(Exercise details)
Ignore the pictures in the data below and set down exactly the lines from its first line through the line containing "filter:drop-shadow(0 0 1px".

[Stored items]

▼

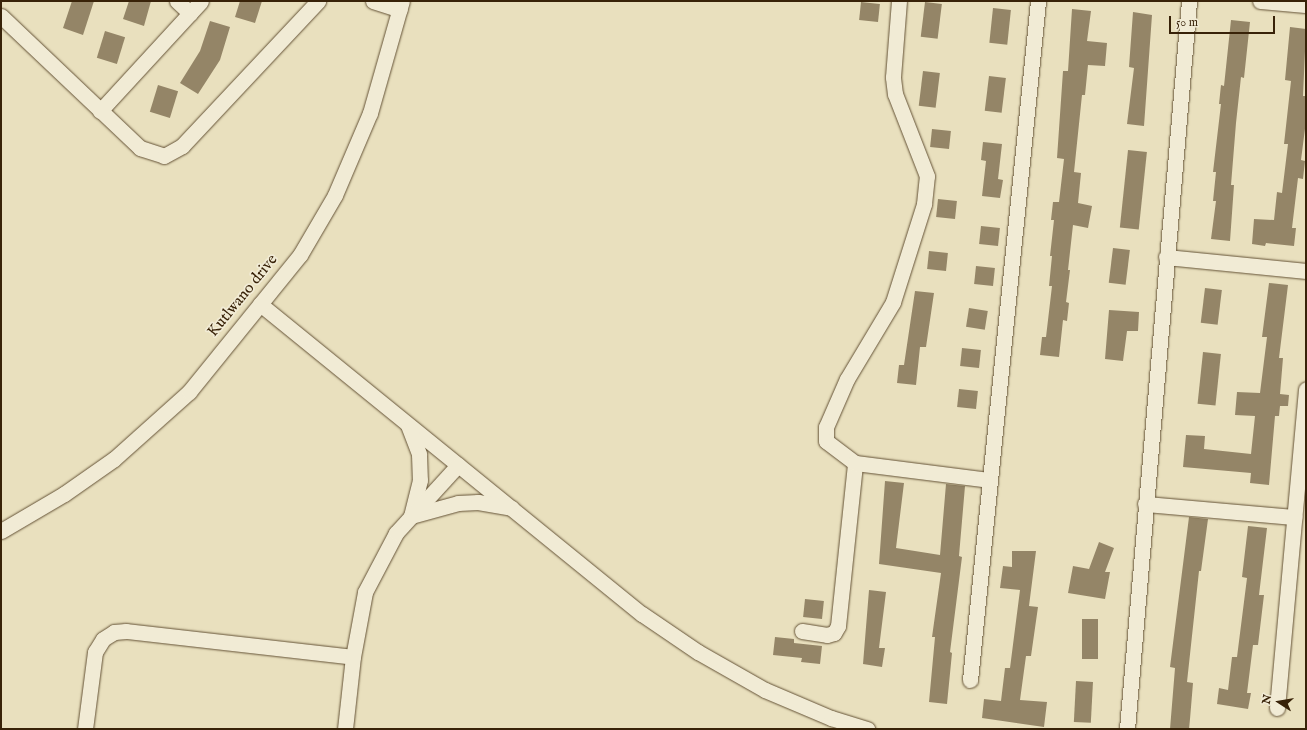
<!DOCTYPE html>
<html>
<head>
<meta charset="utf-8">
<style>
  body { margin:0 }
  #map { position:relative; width:1307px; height:730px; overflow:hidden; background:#e9e0be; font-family:"IM FELL English",serif }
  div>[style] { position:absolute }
  .building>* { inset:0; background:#948567; transform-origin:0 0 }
  .roads { filter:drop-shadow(0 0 1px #645236) drop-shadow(0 0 1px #645236) }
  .minor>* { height:15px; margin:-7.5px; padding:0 7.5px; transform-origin:7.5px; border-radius:7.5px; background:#f1ebd5 }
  span { translate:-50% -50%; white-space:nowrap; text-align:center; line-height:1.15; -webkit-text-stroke:3.5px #f1ebd5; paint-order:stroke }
  .street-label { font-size:16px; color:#382208 }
  .frame { position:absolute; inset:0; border:2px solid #382208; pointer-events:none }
  .north { position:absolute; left:1259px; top:682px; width:40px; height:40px; -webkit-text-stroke:3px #f1ebd5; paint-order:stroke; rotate:282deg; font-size:11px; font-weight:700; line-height:16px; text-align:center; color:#382208 }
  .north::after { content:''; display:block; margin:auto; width:14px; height:18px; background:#382208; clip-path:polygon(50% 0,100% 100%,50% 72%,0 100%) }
  .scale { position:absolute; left:1169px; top:16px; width:106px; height:18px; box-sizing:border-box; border:2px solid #382208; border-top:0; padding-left:5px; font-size:12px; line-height:14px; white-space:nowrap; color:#382208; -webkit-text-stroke:3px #f1ebd5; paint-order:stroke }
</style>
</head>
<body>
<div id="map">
  <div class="building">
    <i style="clip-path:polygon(72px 1px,94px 1px,83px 35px,63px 28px)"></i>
    <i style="clip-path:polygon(129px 1px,151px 1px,144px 26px,123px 19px)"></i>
    <i style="clip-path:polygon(240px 1px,262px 1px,255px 23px,235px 17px)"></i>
    <i style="left:861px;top:2px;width:19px;height:18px;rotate:6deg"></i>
    <i style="left:925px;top:2px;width:17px;height:35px;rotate:7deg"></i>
    <i style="left:993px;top:8px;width:18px;height:35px;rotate:6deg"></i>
    <i style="clip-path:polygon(1072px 9px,1091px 11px,1087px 41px,1107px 43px,1105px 66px,1088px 65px,1085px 95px,1082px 95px,1074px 172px,1081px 173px,1078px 203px,1092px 206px,1088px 228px,1073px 225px,1068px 270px,1070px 270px,1066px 302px,1069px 303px,1067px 321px,1063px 320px,1059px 357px,1040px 355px,1042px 337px,1046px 337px,1052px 286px,1049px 286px,1052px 256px,1050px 256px,1054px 220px,1051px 220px,1053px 202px,1059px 202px,1064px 159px,1057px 158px,1063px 71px,1068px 71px)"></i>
    <i style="clip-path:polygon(1133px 12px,1152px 15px,1144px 126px,1127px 124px,1134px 68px,1129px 67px)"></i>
    <i style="clip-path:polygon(1231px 20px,1250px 22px,1244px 78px,1241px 77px,1236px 123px,1231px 185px,1234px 185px,1230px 241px,1211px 239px,1216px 201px,1213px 201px,1216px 172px,1213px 172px,1221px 104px,1219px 104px,1221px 85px,1224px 86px)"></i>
    <i style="clip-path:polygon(210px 21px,230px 27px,220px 60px,198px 94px,180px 83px,200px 51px)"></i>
    <i style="clip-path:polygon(1290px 27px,1306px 29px,1303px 96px,1306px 96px,1306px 121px,1301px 160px,1305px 161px,1303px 179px,1298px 178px,1292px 228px,1296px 228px,1294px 246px,1266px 243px,1265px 246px,1252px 244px,1254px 219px,1274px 220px,1277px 192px,1282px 193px,1288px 144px,1284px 144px,1291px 81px,1285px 80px)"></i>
    <i style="left:105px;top:31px;width:21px;height:28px;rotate:17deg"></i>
    <i style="left:923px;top:71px;width:17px;height:35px;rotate:7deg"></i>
    <i style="left:989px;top:76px;width:17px;height:35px;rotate:7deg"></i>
    <i style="left:158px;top:85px;width:21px;height:28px;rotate:17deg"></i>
    <i style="left:932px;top:129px;width:19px;height:18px;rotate:6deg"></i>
    <i style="clip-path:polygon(983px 142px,1002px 144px,998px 179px,1003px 180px,1000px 198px,982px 196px,986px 161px,981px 160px)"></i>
    <i style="left:1128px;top:150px;width:19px;height:78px;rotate:6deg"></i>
    <i style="left:938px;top:199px;width:19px;height:18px;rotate:6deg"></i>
    <i style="left:981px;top:226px;width:19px;height:18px;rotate:6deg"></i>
    <i style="left:1113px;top:248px;width:17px;height:35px;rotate:7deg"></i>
    <i style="left:929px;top:251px;width:19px;height:18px;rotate:6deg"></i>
    <i style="left:976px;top:266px;width:19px;height:18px;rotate:6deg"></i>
    <i style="clip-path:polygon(1269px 283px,1288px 285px,1279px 358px,1283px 358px,1280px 394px,1289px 395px,1288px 406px,1280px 406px,1279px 416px,1275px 416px,1269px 485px,1250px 483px,1251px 473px,1183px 467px,1186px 435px,1205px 436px,1204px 449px,1251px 454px,1255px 416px,1235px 415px,1237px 392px,1260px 393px,1267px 337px,1262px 337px)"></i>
    <i style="left:1205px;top:288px;width:17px;height:35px;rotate:7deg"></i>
    <i style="clip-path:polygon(915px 291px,934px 293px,926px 347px,920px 347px,916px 385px,897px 383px,899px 365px,904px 365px)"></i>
    <i style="left:969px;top:308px;width:19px;height:19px;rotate:9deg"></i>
    <i style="clip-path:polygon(1109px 310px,1139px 312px,1138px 331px,1127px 331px,1123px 361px,1105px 359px)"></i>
    <i style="left:962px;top:348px;width:19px;height:18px;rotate:6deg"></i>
    <i style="left:1203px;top:352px;width:18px;height:52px;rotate:6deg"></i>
    <i style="left:959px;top:389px;width:19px;height:18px;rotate:6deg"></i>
    <i style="clip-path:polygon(885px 481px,904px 483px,896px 548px,940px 555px,946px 484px,965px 486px,959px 556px,962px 557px,950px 652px,952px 653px,947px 704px,929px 702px,935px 637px,932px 637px,941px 573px,879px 564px)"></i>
    <i style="clip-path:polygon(1189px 517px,1208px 519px,1201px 571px,1199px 571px,1187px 682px,1193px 683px,1190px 719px,1189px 729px,1170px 729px,1175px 668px,1170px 667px)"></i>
    <i style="clip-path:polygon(1248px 526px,1267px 528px,1259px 595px,1264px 595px,1258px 645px,1253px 645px,1247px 693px,1251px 693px,1248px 709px,1217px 704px,1219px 688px,1228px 690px,1232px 657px,1237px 657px,1247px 578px,1242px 577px)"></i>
    <i style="clip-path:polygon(1099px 542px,1114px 548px,1105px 572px,1110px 572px,1105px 599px,1068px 593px,1073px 566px,1089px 569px)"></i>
    <i style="clip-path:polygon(1012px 551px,1036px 551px,1029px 606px,1038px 607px,1031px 656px,1026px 656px,1020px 700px,1047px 702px,1044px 727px,982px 718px,984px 699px,1001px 701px,1005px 668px,1010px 668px,1020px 590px,1000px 588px,1003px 566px,1012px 567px)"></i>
    <i style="clip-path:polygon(869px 590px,886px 592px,879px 648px,885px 648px,882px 667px,863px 664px)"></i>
    <i style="left:805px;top:599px;width:19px;height:18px;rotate:6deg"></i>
    <i style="left:1082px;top:619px;width:16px;height:40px"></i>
    <i style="clip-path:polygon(775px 637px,794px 639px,794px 643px,822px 646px,820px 664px,801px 662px,802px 658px,773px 655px)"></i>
    <i style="left:1076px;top:681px;width:17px;height:41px;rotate:3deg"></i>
  </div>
  <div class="roads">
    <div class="minor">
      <i style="left:177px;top:1px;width:18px;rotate:43deg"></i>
      <i style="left:373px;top:1px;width:28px;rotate:18deg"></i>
      <i style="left:1260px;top:1px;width:46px;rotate:5deg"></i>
      <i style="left:1px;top:16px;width:192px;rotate:43.5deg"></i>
      <i style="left:140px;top:148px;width:25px;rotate:18deg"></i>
      <i style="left:164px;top:156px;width:21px;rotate:-29deg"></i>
      <i style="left:182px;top:146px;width:199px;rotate:-46.8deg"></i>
      <i style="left:100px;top:111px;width:149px;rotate:-47.4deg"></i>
      <i style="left:1166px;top:257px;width:141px;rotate:5.7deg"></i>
      <i style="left:260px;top:304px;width:492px;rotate:39.1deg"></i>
      <i style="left:642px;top:614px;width:68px;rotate:34.2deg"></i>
      <i style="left:698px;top:652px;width:77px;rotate:29.6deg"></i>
      <i style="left:765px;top:690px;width:72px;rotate:23deg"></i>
      <i style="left:831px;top:718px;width:38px;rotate:17deg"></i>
      <i style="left:408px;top:425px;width:31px;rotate:69deg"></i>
      <i style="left:419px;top:454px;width:26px;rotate:88deg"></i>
      <i style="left:420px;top:480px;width:37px;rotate:104deg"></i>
      <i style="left:411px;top:516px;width:49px;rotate:-15.5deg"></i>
      <i style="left:458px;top:503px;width:20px;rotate:-3deg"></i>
      <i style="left:478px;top:502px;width:34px;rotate:10deg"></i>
      <i style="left:855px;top:463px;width:36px;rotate:-143deg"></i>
      <i style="left:826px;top:441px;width:14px;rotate:-90deg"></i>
      <i style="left:826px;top:427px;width:52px;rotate:-66.4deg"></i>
      <i style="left:847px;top:379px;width:90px;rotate:-59.1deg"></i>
      <i style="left:893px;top:302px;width:103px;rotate:-72.4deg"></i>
      <i style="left:924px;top:204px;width:28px;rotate:-84deg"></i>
      <i style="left:927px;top:176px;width:88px;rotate:-111.3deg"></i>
      <i style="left:895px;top:94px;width:17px;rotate:-97deg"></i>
      <i style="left:893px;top:77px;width:76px;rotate:-85.5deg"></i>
      <i style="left:1145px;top:504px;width:150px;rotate:5deg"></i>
      <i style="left:1px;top:531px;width:73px;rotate:-30.4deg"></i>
      <i style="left:64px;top:494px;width:61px;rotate:-35deg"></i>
      <i style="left:114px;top:459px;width:101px;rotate:-41.8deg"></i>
      <i style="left:189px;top:392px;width:176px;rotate:-51deg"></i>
      <i style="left:300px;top:255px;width:69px;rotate:-59.7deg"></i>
      <i style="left:335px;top:195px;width:89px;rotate:-66.9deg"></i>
      <i style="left:370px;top:113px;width:116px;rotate:-74.1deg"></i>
      <i style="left:802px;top:631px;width:25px;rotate:9deg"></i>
      <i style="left:827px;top:635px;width:7px;rotate:-16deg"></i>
      <i style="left:834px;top:633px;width:8px;rotate:-60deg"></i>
      <i style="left:838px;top:626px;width:164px;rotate:-84deg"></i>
      <i style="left:855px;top:463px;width:135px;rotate:7.2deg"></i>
      <i style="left:970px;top:680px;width:682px;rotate:-84.28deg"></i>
      <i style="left:1277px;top:708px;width:320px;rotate:-84.8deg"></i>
      <i style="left:85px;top:729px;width:78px;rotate:-82.6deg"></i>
      <i style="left:95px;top:652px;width:15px;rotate:-58deg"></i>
      <i style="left:103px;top:639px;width:13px;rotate:-32deg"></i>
      <i style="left:114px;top:632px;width:12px;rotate:-5deg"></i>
      <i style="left:126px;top:631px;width:228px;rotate:6.5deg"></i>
      <i style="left:345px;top:729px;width:72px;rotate:-83.7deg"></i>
      <i style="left:353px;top:657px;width:66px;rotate:-79.5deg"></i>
      <i style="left:365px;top:592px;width:67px;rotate:-62.3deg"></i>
      <i style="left:396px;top:533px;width:92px;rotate:-47.6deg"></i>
      <i style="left:1127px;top:729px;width:731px;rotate:-85.13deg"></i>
    </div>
  </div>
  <div class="street-label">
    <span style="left:243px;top:296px;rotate:-51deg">Kutlwano drive</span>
  </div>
  <div class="frame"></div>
  <div class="north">N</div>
  <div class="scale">50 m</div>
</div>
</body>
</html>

▲

(Expected answer)
<!DOCTYPE html>
<html>
<head>
<meta charset="utf-8">
<style>
  body { margin:0 }
  #map { position:relative; width:1307px; height:730px; overflow:hidden; background:#e9e0be; font-family:"IM FELL English",serif }
  div>[style] { position:absolute }
  .building>* { inset:0; background:#948567; transform-origin:0 0 }
  .roads { filter:drop-shadow(0 0 1px #645236) drop-shadow(0 0 1px #645236) }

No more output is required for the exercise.